From National Courts to Global Forums: CJI Surya Kant Bats for Stronger India–France Arbitration Linkages
(By Syed Ali Taher Abedi)
NEW DELHI / PARIS —Chief Justice of India, Justice Surya Kant, on Friday underscored the urgent need for a deeper, more structured, and institutionalised partnership between India and France in the domains of arbitration and mediation, observing that robust cross-border dispute resolution mechanisms are indispensable to sustaining innovation-driven economic cooperation between the two nations.
“In sum, India’s arbitration regime today is not merely functional; it is forward looking, consistent, predictable and designed to make arbitration the default, not the exception, in commercial dispute resolution.”

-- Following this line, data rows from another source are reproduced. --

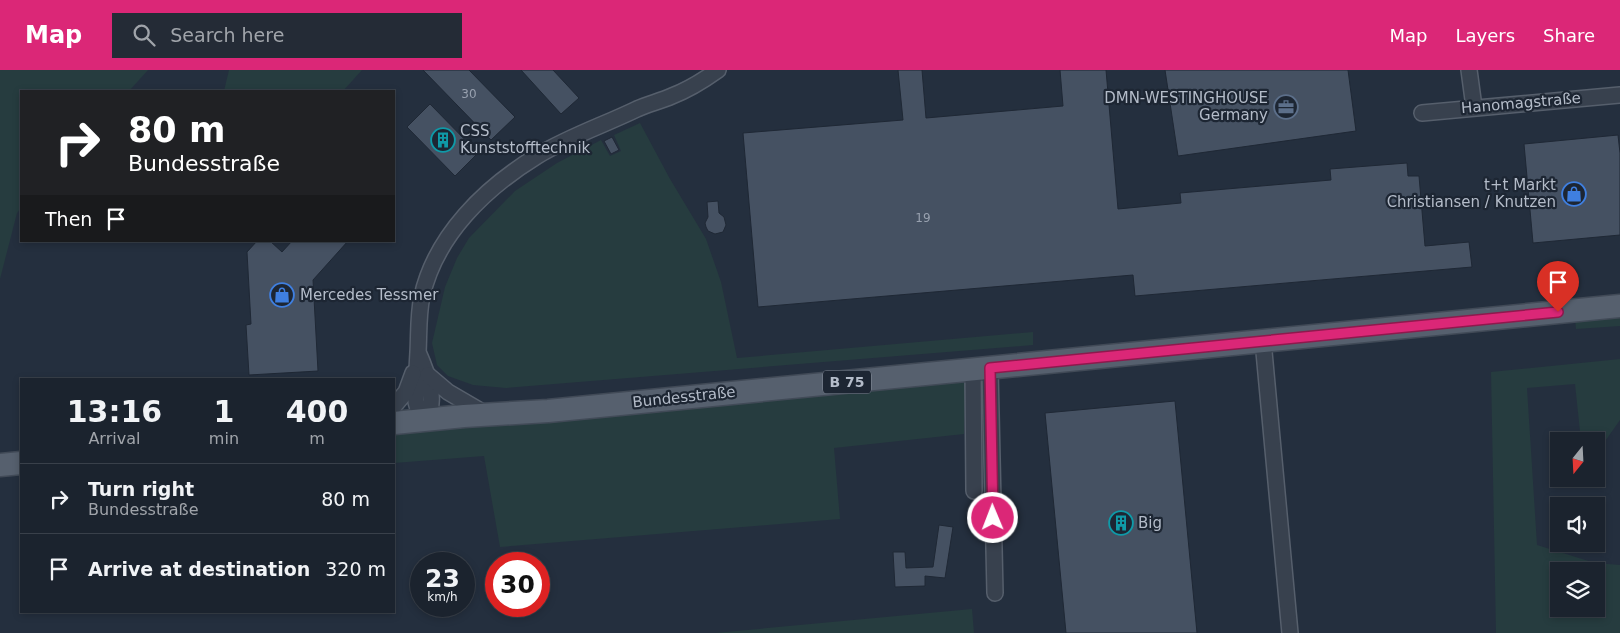 <!DOCTYPE html>
<meta charset="utf-8">
<style>
:root{--surface:#1b232e;--page:#242b36;--text:#f1f3f6;--muted:#a0a4aa;--line:#39404a;--accent:#db2777}
body{margin:0;font-family:"DejaVu Sans",sans-serif;background:var(--page);color:var(--text);height:100vh;display:flex;flex-direction:column;font-size:19px;white-space:nowrap}
*{box-sizing:border-box;margin:0}
p{font-size:16px;color:var(--muted)}
.icon{flex:none;width:28px;height:28px;fill:none;stroke:currentColor;stroke-width:2;stroke-linecap:round;stroke-linejoin:round}
.map{position:relative;flex:1;overflow:hidden}
.side{position:absolute;left:20px;top:308px;width:375px;height:235px;display:flex;flex-direction:column;background:var(--surface);border-radius:0px;box-shadow:0 2px 8px #0003,0 0 0 1px var(--line)}
.side>*{flex:none}
.top-card{position:absolute;left:20px;top:20px;width:375px;height:152px;border-radius:0px;box-shadow:0 2px 8px #0003,0 0 0 1px var(--line);background:#202124;color:#fff;overflow:hidden}
.needle{width:32px;rotate:198deg}
.buttons{position:absolute;left:1550px;top:362px;display:grid;gap:10px}
.buttons a{display:grid;place-items:center;width:55px;height:55px;border-radius:0px;background:var(--surface);box-shadow:0 2px 8px #0003,0 0 0 1px var(--line);font-size:25px}
.speed{position:absolute;left:410px;top:482px;display:flex;gap:10px;font-size:25px;font-weight:700;text-align:center}
.speed>*{display:grid;place-content:center;width:65px;height:65px;border-radius:50%;background:var(--surface);box-shadow:0 2px 8px #0003,0 0 0 1px var(--line);line-height:1}
.speed small{font-size:12px;font-weight:400}
.speed .limit{border:8px solid #d22;background:#fff;color:#111}
.pin{position:absolute;display:grid;place-items:center;width:42px;height:42px;color:#fff;margin:-51px -21px;border-radius:50% 50% 50% 0;rotate:-45deg;box-shadow:0 0 5px #0007}
.pin .icon{rotate:45deg}
.me{position:absolute;width:55px;margin:-28px;rotate:359deg;stroke-linejoin:round;filter:drop-shadow(0 0 4px #0008)}
.turn{display:flex;align-items:center;gap:18px;height:105px;padding:0 25px;font-size:22px}
.turn .icon{width:65px;height:65px;stroke-width:2.5}
.turn b{display:block;font-size:35px;line-height:42px}
.then{display:flex;align-items:center;height:48px;padding:0 25px;background:#0003;gap:10px;font-size:19px}
.eta{display:flex;justify-content:space-evenly;align-items:center;height:85px;text-align:center}
.eta b{font-size:30px;font-weight:700;line-height:35px}
ul{padding:0;list-style:none}
li{display:flex;align-items:center;gap:15px;height:70px;padding:0 25px;border-top:1px solid var(--line)}
li div{flex:1}
li b{display:block;font-size:19px}
li em{font-style:normal}
header{display:flex;align-items:center;gap:30px;box-sizing:border-box;height:70px;padding:0 25px;background:var(--accent);color:#fff}
header strong{font-size:24px}
nav{display:flex;gap:28px;margin-inline-start:auto;font-size:18px}
.search{width:350px;height:45px;background:var(--page);display:flex;align-items:center;gap:12px;box-sizing:border-box;padding:0 18px;border-radius:0px;color:var(--muted);font-size:19px}
.map>svg:first-child{display:block}
.green{fill:#263c3f;fill-rule:evenodd}
.building{fill:#455162;stroke:#1f2835}
.lines{fill:none;stroke-linecap:round;stroke-linejoin:round}
.street-casing{stroke:#565f6c;stroke-width:18}
.primary-casing{stroke:#414a57;stroke-width:25}
.street{stroke:#38414e;stroke-width:15}
.primary{stroke:#56606e;stroke-width:22}
.route-casing{stroke:#8e194d;stroke-width:12}
.route{stroke:#db2777;stroke-width:9}
.labels{text-anchor:middle;dominant-baseline:central;stroke-width:4.5;stroke-linejoin:round;paint-order:stroke}
.number-label{font-size:12px;fill:#98a1af}
.shield{fill:#1d2633;stroke:#878f9c;stroke-width:1}
.shield-label{font-size:14px;font-weight:bold;fill:#b4bcc9}
.poi-label{font-size:15px;fill:#b4bcc9;stroke:#1d2633;text-anchor:start}
.street-label{font-size:15px;fill:#b4bcc9;stroke:#1d2633}
</style>
<header>
<strong>Map</strong>
<div class="search"><svg class="icon" aria-label="search" viewBox="0 0 24 24"><circle cx="10" cy="10" r="6"/><path d="M15 15l6 6"/></svg>Search here</div>
<nav><a>Map</a><a>Layers</a><a>Share</a></nav>
</header>
<div class="map">
<svg width="1620" height="563" viewBox="0 0 1620 563">
<rect width="100%" height="100%" fill="#242f3e"/>
<g class="green">
<path d="M 0,0 L 148,0 L 129,21 L 21,21 L 21,138 L 17,143 L 0,209 Z"/>
<path d="M 229,0 L 362,0 L 343,21 L 224,21 Z"/>
<path d="M 640,53 L 670,109 L 706,169 L 721,212 L 737,288 L 1033,262 L 1033,275 L 506,318 L 473,315 L 448,306 L 437,295 L 432,273 L 445,217 L 457,188 L 469,168 L 515,121 L 557,93 L 601,70 L 610,86 L 621,81 L 614,65 Z"/>
<path d="M 1620,245 L 1620,256 L 1576,259 L 1575,249 Z"/>
<path d="M 1620,289 L 1620,350 L 1596,384 L 1596,371 L 1581,371 L 1575,314 L 1527,318 L 1537,475 L 1595,493 L 1620,495 L 1620,563 L 1496,563 L 1491,302 ZM 1559,501 L 1596,501 L 1596,539 L 1559,539 Z"/>
<path d="M 966,310 L 964,364 L 834,378 L 840,449 L 500,477 L 484,386 L 394,393 L 394,365 L 829,321 Z"/>
<path d="M 972,539 L 974,563 L 715,563 Z"/>
</g>
<g class="building">
<path d="M 423,0 L 469,0 L 515,47 L 491,70 Z"/>
<path d="M 521,0 L 553,0 L 579,28 L 561,44 Z"/>
<path d="M 898,0 L 922,0 L 926,48 L 1063,36 L 1060,0 L 1106,0 L 1118,139 L 1181,133 L 1180,123 L 1331,110 L 1330,99 L 1407,93 L 1408,106 L 1419,106 L 1425,176 L 1469,172 L 1472,197 L 1135,226 L 1133,205 L 758,237 L 743,63 L 903,50 Z"/>
<path d="M 1165,0 L 1348,0 L 1356,61 L 1178,86 Z"/>
<path d="M 430,34 L 478,83 L 455,106 L 407,57 Z"/>
<path d="M 1618,65 L 1620,83 L 1620,165 L 1533,173 L 1524,74 Z"/>
<path d="M 612,67 L 619,80 L 611,84 L 604,71 Z"/>
<path d="M 718,131 L 719,143 L 724,147 L 726,155 L 723,162 L 715,164 L 708,161 L 706,157 L 705,153 L 708,147 L 707,132 Z"/>
<path d="M 257,171 L 270,171 L 282,182 L 292,171 L 348,171 L 313,210 L 318,301 L 249,305 L 246,255 L 251,254 L 247,182 Z"/>
<path d="M 1175,331 L 1197,563 L 1066,563 L 1045,343 Z"/>
<path d="M 939,455 L 953,457 L 945,508 L 925,506 L 925,516 L 895,517 L 893,482 L 905,482 L 906,498 L 933,497 Z"/>
</g>
<g class="lines">
<g class="street-casing">
<g id="street">
<path d="M 1469,0 L 1474,37"/>
<path d="M 1422,43 L 1620,25"/>
<path d="M 1263,271 L 1290,563"/>
<path d="M 418,282 C 426,300 440,334 424,350 L 419,342 L 416,332 C 416,315 417,299 418,282 C 419,264 418,245 422,226 C 436,165 485,118 537,86 C 568,67 604,55 637,39 C 648,34 661,31 672,26 C 688,20 704,10 718,0"/>
<path d="M 990,298 L 995,523"/>
<path d="M 973,299 L 974,421"/>
<path d="M 428,305 L 448,322 L 484,343"/>
<path d="M 394,336 L 406,322 L 413,303"/>
</g>
</g>
<g class="primary-casing">
<g id="primary">
<path d="M 394,353 L 464,346 L 548,341 L 1620,236"/>
<path d="M 0,395 L 21,393"/>
</g>
</g>
<use href="#street" class="street"/>
<use href="#primary" class="primary"/>
</g>
<g class="lines">
<g class="route-casing">
<path id="route" d="M 993,448 L 990,298 L 1558,242"/>
</g>
<use href="#route" class="route"/>
</g>
<defs>
<g id="office-ring" transform="scale(1.25)"><circle r="9.5" fill="#1d2633" stroke="#5c6f8a" stroke-width="1.5"/><path d="M-6-3h4V-5.5h4V-3h4V5H-6ZM-1-4.5V-3h2v-1.5ZM-6 0V1H6V0Z" fill="#5c6f8a"/></g>
<g id="building-ring" transform="scale(1.25)"><circle r="9.5" fill="#1d2633" stroke="#0f9aa8" stroke-width="1.5"/><path d="M-4-6H4V6H1V3H-1V6H-4ZM-2.5-4.3h1.7v1.8h-1.7ZM.8-4.3h1.7v1.8H.8ZM-2.5-1h1.7V.8h-1.7ZM.8-1h1.7V.8H.8Z" fill="#0f9aa8"/></g>
<g id="shop-ring" transform="scale(1.25)"><circle r="9.5" fill="#1d2633" stroke="#3f7fe0" stroke-width="1.5"/><path d="M-5-2.5h2.3a2.7 3.5 0 0 1 5.4 0H5L5.5 6h-11ZM-1.5-2.5h3a1.5 2.3 0 0 0-3 0Z" fill="#3f7fe0"/></g>
</defs>
<g fill-rule="evenodd">
<use href="#office-ring" x="1286" y="37"/>
<use href="#building-ring" x="443" y="70"/>
<use href="#shop-ring" x="1574" y="124"/>
<use href="#shop-ring" x="282" y="225"/>
<use href="#building-ring" x="1121" y="453"/>
</g>
<g class="labels">
<g class="number-label">
<text x="469" y="24">30</text>
<text x="923" y="148">19</text>
</g>
<rect class="shield" x="823" y="300.5" width="48" height="23" rx="4"/>
<g class="shield-label">
<text x="847" y="312">B 75</text>
</g>
<g class="poi-label">
<text x="1268" y="28" text-anchor="end">DMN-WESTINGHOUSE<tspan x="1268" dy="17">Germany</tspan></text>
<text x="460" y="61">CSS<tspan x="460" dy="17">Kunststofftechnik</tspan></text>
<text x="1556" y="115" text-anchor="end">t+t Markt<tspan x="1556" dy="17">Christiansen / Knutzen</tspan></text>
<text x="300" y="225">Mercedes Tessmer</text>
<text x="1138" y="453">Big</text>
</g>
<g class="street-label">
<text transform="translate(1521 33) rotate(-5)">Hanomagstraße</text>
<text transform="translate(684 327) rotate(-6)">Bundesstraße</text>
</g>
</g>
</svg>
<div class="buttons">
<a><svg class="needle" viewBox="-14 -14 28 28"><path d="M0-13l5 13h-10z" fill="#e53935"/><path d="M0 13l5-13h-10z" fill="#a0a4aa"/></svg></a>
<a><svg class="icon" aria-label="sound" viewBox="0 0 24 24"><path d="M4 9h4l5-4v14l-5-4H4zM17 9q2 3 0 6"/></svg></a>
<a><svg class="icon" aria-label="layers" viewBox="0 0 24 24"><path d="M12 4l9 5-9 5-9-5zM3 14l9 5 9-5"/></svg></a>
</div>
<div class="speed"><div>23<small>km/h</small></div><div class="limit">30</div></div>
<div class="pin" style="left:1558px;top:242px;background:#d93025"><svg class="icon" aria-label="arrive" viewBox="0 0 24 24"><path d="M6 21V4h12l-3 4 3 4H6"/></svg></div>
<svg class="me" style="left:993px;top:448px" viewBox="-20 -20 40 40"><circle r="17" fill="#db2777" stroke="#fff" stroke-width="3"/><path d="M0-11L8 9 0 5-8 9z" fill="#fff"/></svg>
<div class="top-card">
<div class="turn"><svg class="icon" aria-label="right" viewBox="0 0 24 24"><path d="M7 20v-9h11M14 6l5 5-5 5"/></svg><div><b>80 m</b>Bundesstraße</div></div>
<div class="then">Then<svg class="icon" aria-label="arrive" viewBox="0 0 24 24"><path d="M6 21V4h12l-3 4 3 4H6"/></svg></div>
</div>
<section class="side">
<div class="eta">
<div><b>13:16</b><p>Arrival</p></div>
<div><b>1</b><p>min</p></div>
<div><b>400</b><p>m</p></div>
</div>
<ul>
<li><svg class="icon" aria-label="right" viewBox="0 0 24 24"><path d="M7 20v-9h11M14 6l5 5-5 5"/></svg><div><b>Turn right</b><p>Bundesstraße</p></div><em>80 m</em></li>
<li><svg class="icon" aria-label="arrive" viewBox="0 0 24 24"><path d="M6 21V4h12l-3 4 3 4H6"/></svg><div><b>Arrive at destination</b></div><em>320 m</em></li>
</ul>
</section>
</div>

Delivering the keynote address at the Indo-French Legal and Business Conference, organised against the backdrop of the India–France Year of Innovation 2026, the Chief Justice noted that as bilateral trade, foreign investment, and technological collaboration continue to expand, commercial disputes are inevitable.
“Together, the Arbitration Act, the Mediation Act, and the Commercial Courts Act form a coherent 20 | P a g e ecosystem: arbitration for binding resolution, mediation for consensual settlement, and specialized courts for oversight and enforcement.”
What assumes critical importance, he said, is the existence of a dispute resolution framework that is credible, efficient, neutral, and anchored in principled adjudication.
Justice Surya Kant emphasised that modern economic partnerships cannot thrive in the absence of trust in legal systems, particularly mechanisms that resolve disputes swiftly while respecting party autonomy.
“A first and particularly promising avenue lies in the establishment of perhaps joint arbitration and mediation panels, comprising of professionals trained across civil and common law traditions. Such panels would bring not only technical excellence but also the cultural and jurisprudential fluency necessary for resolving disputes that traverse legal systems as seamlessly as they traverse markets.”
He observed that arbitration and mediation play a pivotal role in insulating commercial relationships from prolonged litigation and jurisdictional uncertainty.
Tracing India’s legal evolution, the Chief Justice highlighted the country’s gradual yet decisive transition from a litigation-centric justice delivery model to an ADR-first ecosystem.
Referring to the Arbitration and Conciliation Act, 1996 and its successive amendments, he stated that India has consciously aligned its arbitration framework with global best practices. The reforms, he said, have strengthened party autonomy, curtailed excessive judicial intervention, and simultaneously preserved limited court oversight to safeguard fairness and procedural integrity.
“Innovation, however, increasingly unfolds in digital space. Technology-enabled Online Dispute Resolution, therefore, presents a natural frontier for Indo–French collaboration, particularly for small and medium enterprises and startups. Joint ODR pilot projects can ensure that access to justice evolves in tandem with technological advancement, rather than trailing behind it”
Justice Surya Kant further pointed out that arbitral awards originating from New York Convention countries, including France, are enforceable in India in the same manner as decrees of Indian courts.
This, he observed, sends a strong signal of legal certainty and predictability to foreign investors and international businesses seeking to engage with the Indian market.
Highlighting the judiciary’s role in reinforcing arbitration, the Chief Justice said that the Supreme Court of India has consistently adopted a pro-arbitration stance.
Courts, he noted, have discouraged hyper-technical objections, upheld the sanctity of arbitration agreements, and reiterated minimal judicial interference at both the pre-award and post-award stages.
Turning to mediation, Justice Surya Kant described the Mediation Act, 2023 as a landmark legislative reform that grants statutory recognition to mediation as a formal mode of dispute resolution.
The Act, he said, not only makes mediated settlement agreements legally enforceable but also actively promotes pre-litigation mediation, including online mediation, thereby making it particularly suitable for cross-border and commercial disputes.
In a forward-looking address, the Chief Justice proposed several concrete measures to deepen Indo-French cooperation in the field of dispute resolution.
These include the creation of joint arbitration and mediation panels comprising professionals trained in both civil law and common law traditions; stronger institutional partnerships between Indian arbitration centres and Paris-based arbitration institutions; and structured judicial and academic exchanges to foster mutual learning and convergence of legal practices.
Justice Surya Kant concluded by observing that India and France, as mature democracies with shared commitments to the rule of law, are well-positioned to jointly shape the future of international dispute resolution in an increasingly interconnected global economy.